Ya, itu syair cinta. Memang sudah saatnya ia menikah. Kebetulan tadi siang di pasar aku berjumpa dengan Abu Yasir. Dia melamar Afirah untuk putranya, Yasir.”

Bagaimana, kau terima atau...

Ya jelas langsung aku terima. Dia kan masih kerabat sendiri dan kita banyak berhutang budi padanya. Dialah yang menolong kita dahulu waktu kesusahan. Di samping itu Yasir gagah dan tampan.”

Tapi bukankah lebih baik kalau minta pendapat Afirah dulu?

Tak perlu! Tidak ada pilihan kecuali menerima pinangan ayah Yasir. Pemuda yang paling cocok untuk Afirah adalah Yasir.

Tapi, engkau tentu tahu bahwa Yasir itu pemuda yang tidak baik.”

Ah, itu gampang. Nanti jika sudah beristri Afirah, dia pasti akan tobat! Yang penting dia kaya raya.”

***

Pada saat yang sama, di sebuah tenda mewah tidak jauh dari pasar Kufah. Seorang pemuda tampan dikelilingi oleh teman-temannya. Tak jauh darinya, seorang penari melenggak lenggokkkan tubuhnya diiringi suara gendang dan seruling.

Ayo bangun Yasir. Penari itu mengerlingkan matanya padamu!” Bisik temannya

Be...benarkah?

Benar. Ayo cepatlah.

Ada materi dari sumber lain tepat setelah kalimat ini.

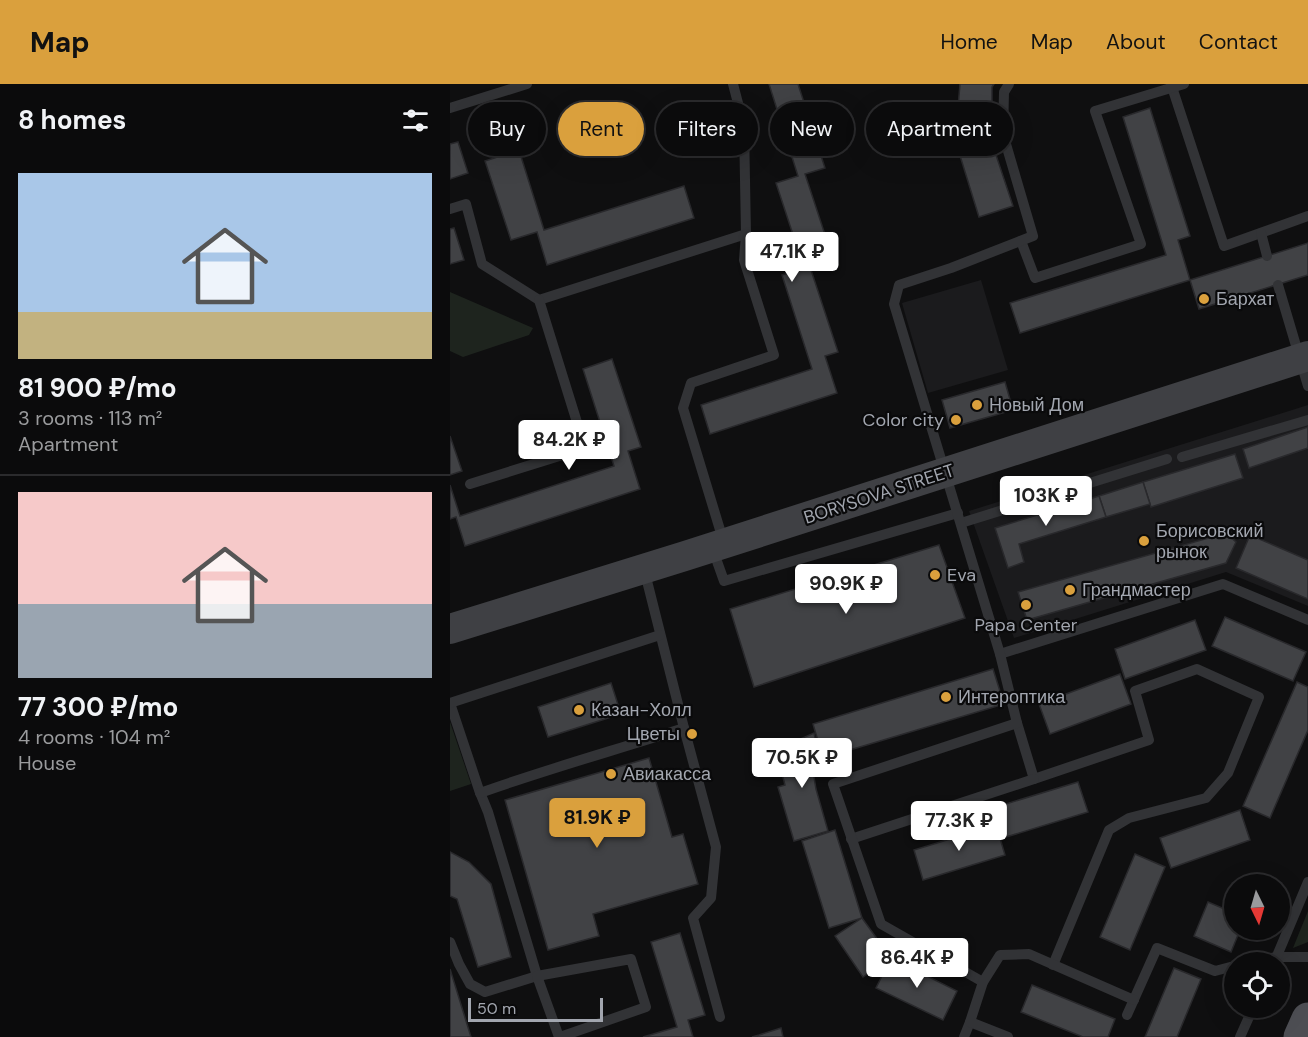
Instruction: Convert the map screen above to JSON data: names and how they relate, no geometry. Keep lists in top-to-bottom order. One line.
{"streets":{"main road":["BORYSOVA STREET"]},"places":["Бархат","Новый Дом","Color city","Борисовский рынок","Eva","Грандмастер","Papa Center","Интероптика","Казан-Холл","Цветы","Авиакасса"],"scale_bar":"50 m","north":"bottom","page":{"header":"Map","nav":["Home","Map","About","Contact"],"heading":"8 homes","chip":["Buy","Rent","Filters","New","Apartment"],"list":[{"name":"81 900 ₽/mo","note":"3 rooms · 113 m² · Apartment"},{"name":"77 300 ₽/mo","note":"4 rooms · 104 m² · House"}],"price":["47.1K ₽","84.2K ₽","103K ₽","90.9K ₽","70.5K ₽","81.9K ₽","77.3K ₽","86.4K ₽"],"scale":"50 m"}}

Dia penari tercantik kota ini. Jangan kau sia-siakan kesempatan ini!

Baiklah. Bersenang-senang dengannya memang impianku.”

Yasir bangkit dari duduknya dan beranjak menghampiri sang penari. Sang penari mengulurkan tangan kanannya dan Yasir menyambutnya. Keduanya lalu menari diiringi irama gendang dan seruling. Keduanya benar-benar hanyut dalam kelenaan. Dengan gerakan mesra penari itu membisikkan sesuatu ke telinga Yasir,

Apakah anda punya waktu malam ini bersamaku?

Yasir tersenyum dan menganggukkan kepalanya. Keduanya terus menari dan menari. Suara gendang memecah hati. Irama seruling melengking-lengking. Aroma arak menyengat nurani. Hati dan pikiran jadi mati.

***

Keesokan harinya.

Usai sholat dhuha, zahid meninggalkan mesjid menuju pinggiran kota. Ia hendak menjenguk saudaranya yang sakit. Ia berjalan dengan hati terus berdzikir membaca ayat-ayat suci Al-Qur’an. Ia sempatkan ke pasar sebentar untuk membeli anggur dan apel untuk saudaranya yang sakit tersebut.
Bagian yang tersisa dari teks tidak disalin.